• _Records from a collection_
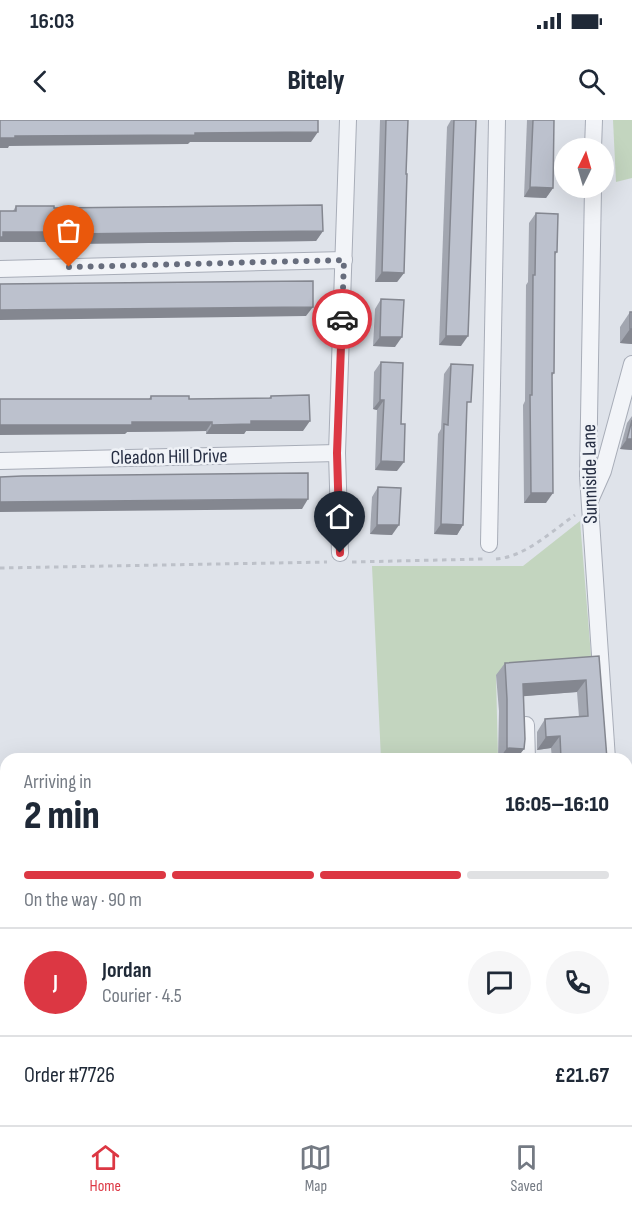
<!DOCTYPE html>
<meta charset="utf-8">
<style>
:root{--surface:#fff;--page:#f6f6f7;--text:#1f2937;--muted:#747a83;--line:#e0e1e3;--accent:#dc3743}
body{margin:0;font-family:"Sofia Sans Condensed",sans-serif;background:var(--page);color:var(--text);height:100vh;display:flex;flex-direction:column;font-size:22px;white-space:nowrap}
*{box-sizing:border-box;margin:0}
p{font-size:20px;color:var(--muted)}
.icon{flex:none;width:33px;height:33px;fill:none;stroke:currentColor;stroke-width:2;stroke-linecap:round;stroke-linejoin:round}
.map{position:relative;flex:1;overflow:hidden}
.panel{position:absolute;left:0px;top:633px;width:633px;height:372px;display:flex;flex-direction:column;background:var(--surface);border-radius:18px 18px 0 0;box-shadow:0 6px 24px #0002}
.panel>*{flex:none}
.needle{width:39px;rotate:5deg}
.tools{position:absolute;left:554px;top:18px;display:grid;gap:12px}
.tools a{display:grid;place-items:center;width:60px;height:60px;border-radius:50%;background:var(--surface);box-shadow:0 6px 24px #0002;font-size:30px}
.pin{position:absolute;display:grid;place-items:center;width:51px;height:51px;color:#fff;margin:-62px -26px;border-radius:50% 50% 50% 0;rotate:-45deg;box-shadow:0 0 6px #0007}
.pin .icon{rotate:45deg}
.courier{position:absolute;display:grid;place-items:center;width:60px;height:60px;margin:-30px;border:4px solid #dc3743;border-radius:50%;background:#fff;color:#222;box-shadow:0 2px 8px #0007}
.headline em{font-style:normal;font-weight:800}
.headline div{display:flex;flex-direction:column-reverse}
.headline{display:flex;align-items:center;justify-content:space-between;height:102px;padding:0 24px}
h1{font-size:39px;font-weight:800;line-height:45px}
.bar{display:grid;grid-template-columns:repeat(4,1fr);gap:9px 6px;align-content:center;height:72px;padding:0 24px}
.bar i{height:8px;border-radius:4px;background:var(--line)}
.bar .selected{background:var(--accent)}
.bar p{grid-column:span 4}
.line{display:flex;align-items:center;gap:15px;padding:0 24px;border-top:2px solid var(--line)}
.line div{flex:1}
.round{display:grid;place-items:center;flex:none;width:63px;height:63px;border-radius:32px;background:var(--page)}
.status{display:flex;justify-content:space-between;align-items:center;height:42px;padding:0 30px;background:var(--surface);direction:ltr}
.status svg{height:16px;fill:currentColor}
header{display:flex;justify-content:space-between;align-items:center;height:78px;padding:0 24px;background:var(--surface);font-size:27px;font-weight:800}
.tab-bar{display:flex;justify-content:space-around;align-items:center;height:84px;border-top:2px solid var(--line);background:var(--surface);font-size:16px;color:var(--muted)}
.tab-bar a{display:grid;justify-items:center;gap:3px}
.tab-bar .selected{color:var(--accent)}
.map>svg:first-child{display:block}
</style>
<div class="status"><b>16:03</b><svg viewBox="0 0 49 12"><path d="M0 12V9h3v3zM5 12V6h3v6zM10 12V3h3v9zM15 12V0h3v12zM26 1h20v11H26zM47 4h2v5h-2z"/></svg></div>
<header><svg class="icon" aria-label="back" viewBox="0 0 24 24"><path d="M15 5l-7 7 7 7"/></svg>Bitely<svg class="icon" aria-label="search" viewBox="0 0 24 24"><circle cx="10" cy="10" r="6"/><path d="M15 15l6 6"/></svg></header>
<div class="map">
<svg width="632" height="1005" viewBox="0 0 632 1005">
<rect width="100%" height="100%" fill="#dfe3ea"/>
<g fill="#c3d5bf">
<polygon points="613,0 632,0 632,58 616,62"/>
<polygon points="580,401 592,548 496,555 498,639 381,639 372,446 523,446"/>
<polygon points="6,845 6,974 0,975 0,846"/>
</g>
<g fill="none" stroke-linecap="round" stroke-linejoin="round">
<defs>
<g id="minor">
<polyline points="593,28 594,0"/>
<polyline points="593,68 588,356 607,639"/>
<polyline points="0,149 344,140"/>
<polyline points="0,341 337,333"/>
<polyline points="591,378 603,351 632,244"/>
<polyline points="489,424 497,0"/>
<polyline points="340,433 337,333 348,0"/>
<polyline points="526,605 527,639"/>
<polyline points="627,724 632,731"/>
<polyline points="627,955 632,915"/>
<polyline points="621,1005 621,999"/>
</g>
</defs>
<use href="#minor" stroke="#a8adb8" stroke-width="18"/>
<g stroke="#bdc1c9" stroke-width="3" stroke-dasharray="4.5 4.5" stroke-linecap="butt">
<path d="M 496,439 C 525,437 552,411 575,395"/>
<polyline points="352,442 483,439"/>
<polyline points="0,448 327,442"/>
</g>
<use href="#minor" stroke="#f2f4f8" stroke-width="16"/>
</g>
<g fill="#a2a6b0">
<polygon points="380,0 386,0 406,54 404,153 397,162 375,162"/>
<polygon points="451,0 476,0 461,226 439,225 447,7"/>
<polygon points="527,0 554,0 553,68 546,78 524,77"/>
<polygon points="16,86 54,88 323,111 316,121 62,124 62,122 0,122 0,91 13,91"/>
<polygon points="536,93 557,132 555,135 554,253 552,256 546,383 524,383 523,285 525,281 526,165 528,162 529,103"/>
<polygon points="381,179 395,227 373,226 375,189"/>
<polygon points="630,192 632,192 632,224 620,223 620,207"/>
<polygon points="381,242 397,351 375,350 377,290 373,289 374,252"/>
<polygon points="451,244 467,288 463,405 457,415 434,414 438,314 441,309 444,254"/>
<polygon points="151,276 189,279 269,278 271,276 303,311 246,311 244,314 206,314 206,311 127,312 125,314"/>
<polygon points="632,296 632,330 620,329 627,303"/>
<polygon points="378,367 392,415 370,414 372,377"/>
<polygon points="599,536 607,639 552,639 551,628 537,630 537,612 545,599 579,597 577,572 523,576 524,629 516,639 498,639 499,591 496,555 505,543"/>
</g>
<g fill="#848790">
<polygon points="318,12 311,22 190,22 188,24 9,26 8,28 0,28 0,18 15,16 195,13"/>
<polygon points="530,67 553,68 546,78 524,77"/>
<polygon points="323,111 316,121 62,124 69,114"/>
<polygon points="3,112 69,112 62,122 0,122 0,117"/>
<polygon points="382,152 404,153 397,162 375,162"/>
<polygon points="313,187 306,196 0,200 0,190"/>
<polygon points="630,209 632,209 632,224 620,223"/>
<polygon points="446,216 468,216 461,226 439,225"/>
<polygon points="380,217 402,217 395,227 373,226"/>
<polygon points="380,280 384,280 377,290 373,289"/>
<polygon points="251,301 310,301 303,311 246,311 244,314 206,314 212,305"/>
<polygon points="132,302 212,302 206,311 127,312 125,314 0,315 0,305"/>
<polygon points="627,319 632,319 632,330 620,329"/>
<polygon points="381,341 404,342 397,351 375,350"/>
<polygon points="531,373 553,373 546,383 524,383"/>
<polygon points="308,379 302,389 0,392 0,382"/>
<polygon points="441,404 463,405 457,415 434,414"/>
<polygon points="377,405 399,405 392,415 370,414"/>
<polygon points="586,560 577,572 514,577 523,564"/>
<polygon points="560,616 551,628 537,630 546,617"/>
<polygon points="507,628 524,629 516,639 499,639"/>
</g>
<g fill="#bcc1cd" stroke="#848790" stroke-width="1.5">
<polygon points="0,0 318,0 318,12 195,13 195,15 15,16 15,18 0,18"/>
<polygon points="386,0 408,0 406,54 407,54 404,153 382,152"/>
<polygon points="454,0 476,0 468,216 446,216"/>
<polygon points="533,0 554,0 553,68 530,67"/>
<polygon points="322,85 323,111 69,114 69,112 3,112 3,117 0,117 0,91 16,91 16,86 54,86 54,88"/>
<polygon points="536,93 558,94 557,132 555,132 554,253 552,253 553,373 531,373 530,275 532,275 533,155 535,155"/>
<polygon points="313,161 313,187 0,190 0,164"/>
<polygon points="381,179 404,180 402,217 380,217"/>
<rect x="630" y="192" width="2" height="17"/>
<polygon points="381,242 403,243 401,304 405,304 404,342 381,341 384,280 380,280"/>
<polygon points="451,244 473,245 471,282 467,282 463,405 441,404 444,304 448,305"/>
<polygon points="309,275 310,301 251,301 251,304 212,305 212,302 132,302 132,305 0,305 0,279 151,279 151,276 189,276 189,279 271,278 271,276"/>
<polygon points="632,300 632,319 627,319"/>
<polygon points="308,353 308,379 0,382 0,357 22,356"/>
<polygon points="378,367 401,368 399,405 377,405"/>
<polygon points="599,536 607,639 561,639 560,616 546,617 545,599 588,596 586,560 523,564 525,619 524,629 507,628 507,579 505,543"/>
</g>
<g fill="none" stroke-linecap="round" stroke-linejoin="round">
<polyline stroke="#676d7d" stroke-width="6" stroke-dasharray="0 10.8" points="69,147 344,140 342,199"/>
<polyline stroke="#dc3743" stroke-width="8" points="340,433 337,333 342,199"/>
</g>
<g text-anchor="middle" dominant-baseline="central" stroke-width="5" stroke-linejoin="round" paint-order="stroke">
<g font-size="20" fill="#262e43" stroke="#eff2f7">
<text transform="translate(169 337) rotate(-1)">Cleadon Hill Drive</text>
<text transform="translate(590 354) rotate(-91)">Sunniside Lane</text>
</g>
</g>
</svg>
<div class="tools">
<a><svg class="needle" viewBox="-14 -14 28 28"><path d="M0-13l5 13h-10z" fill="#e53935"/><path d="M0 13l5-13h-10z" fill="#747a83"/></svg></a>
</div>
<div class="pin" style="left:69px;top:147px;background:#ea580c"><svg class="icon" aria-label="bag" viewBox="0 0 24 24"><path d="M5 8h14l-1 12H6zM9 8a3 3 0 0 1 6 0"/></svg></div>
<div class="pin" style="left:340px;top:433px;background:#1f2937"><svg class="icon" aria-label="home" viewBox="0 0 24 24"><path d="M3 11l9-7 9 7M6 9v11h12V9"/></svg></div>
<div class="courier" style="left:342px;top:199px"><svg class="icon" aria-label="car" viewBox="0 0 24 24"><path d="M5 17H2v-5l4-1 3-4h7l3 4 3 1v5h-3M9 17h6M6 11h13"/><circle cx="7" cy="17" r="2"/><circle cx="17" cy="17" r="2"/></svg></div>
<section class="panel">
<div class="headline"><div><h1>2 min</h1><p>Arriving in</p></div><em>16:05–16:10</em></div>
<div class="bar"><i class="selected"></i><i class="selected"></i><i class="selected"></i><i></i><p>On the way · 90 m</p></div>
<div class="line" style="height:108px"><b class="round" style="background:var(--accent);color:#fff">J</b><div><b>Jordan</b><p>Courier · 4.5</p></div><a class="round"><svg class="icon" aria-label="chat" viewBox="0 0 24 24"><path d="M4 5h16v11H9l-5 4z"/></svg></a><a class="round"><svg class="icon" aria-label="phone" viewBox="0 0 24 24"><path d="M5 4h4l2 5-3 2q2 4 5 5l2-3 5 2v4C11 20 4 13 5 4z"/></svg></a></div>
<div class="line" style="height:78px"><div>Order #7726</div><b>£21.67</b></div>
</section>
</div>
<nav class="tab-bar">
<a class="selected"><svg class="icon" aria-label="home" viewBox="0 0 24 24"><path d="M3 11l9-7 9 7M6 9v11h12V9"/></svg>Home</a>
<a><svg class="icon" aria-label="map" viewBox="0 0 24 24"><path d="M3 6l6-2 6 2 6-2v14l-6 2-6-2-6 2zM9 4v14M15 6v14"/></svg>Map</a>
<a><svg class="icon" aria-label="saved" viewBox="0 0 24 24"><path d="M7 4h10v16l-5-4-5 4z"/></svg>Saved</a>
</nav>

• _What you should do_
Filter the entries above down to the lines that hold the word "tools", and copy those lines.

• _Task result_
.tools{position:absolute;left:554px;top:18px;display:grid;gap:12px}
.tools a{display:grid;place-items:center;width:60px;height:60px;border-radius:50%;background:var(--surface);box-shadow:0 6px 24px #0002;font-size:30px}
<div class="tools">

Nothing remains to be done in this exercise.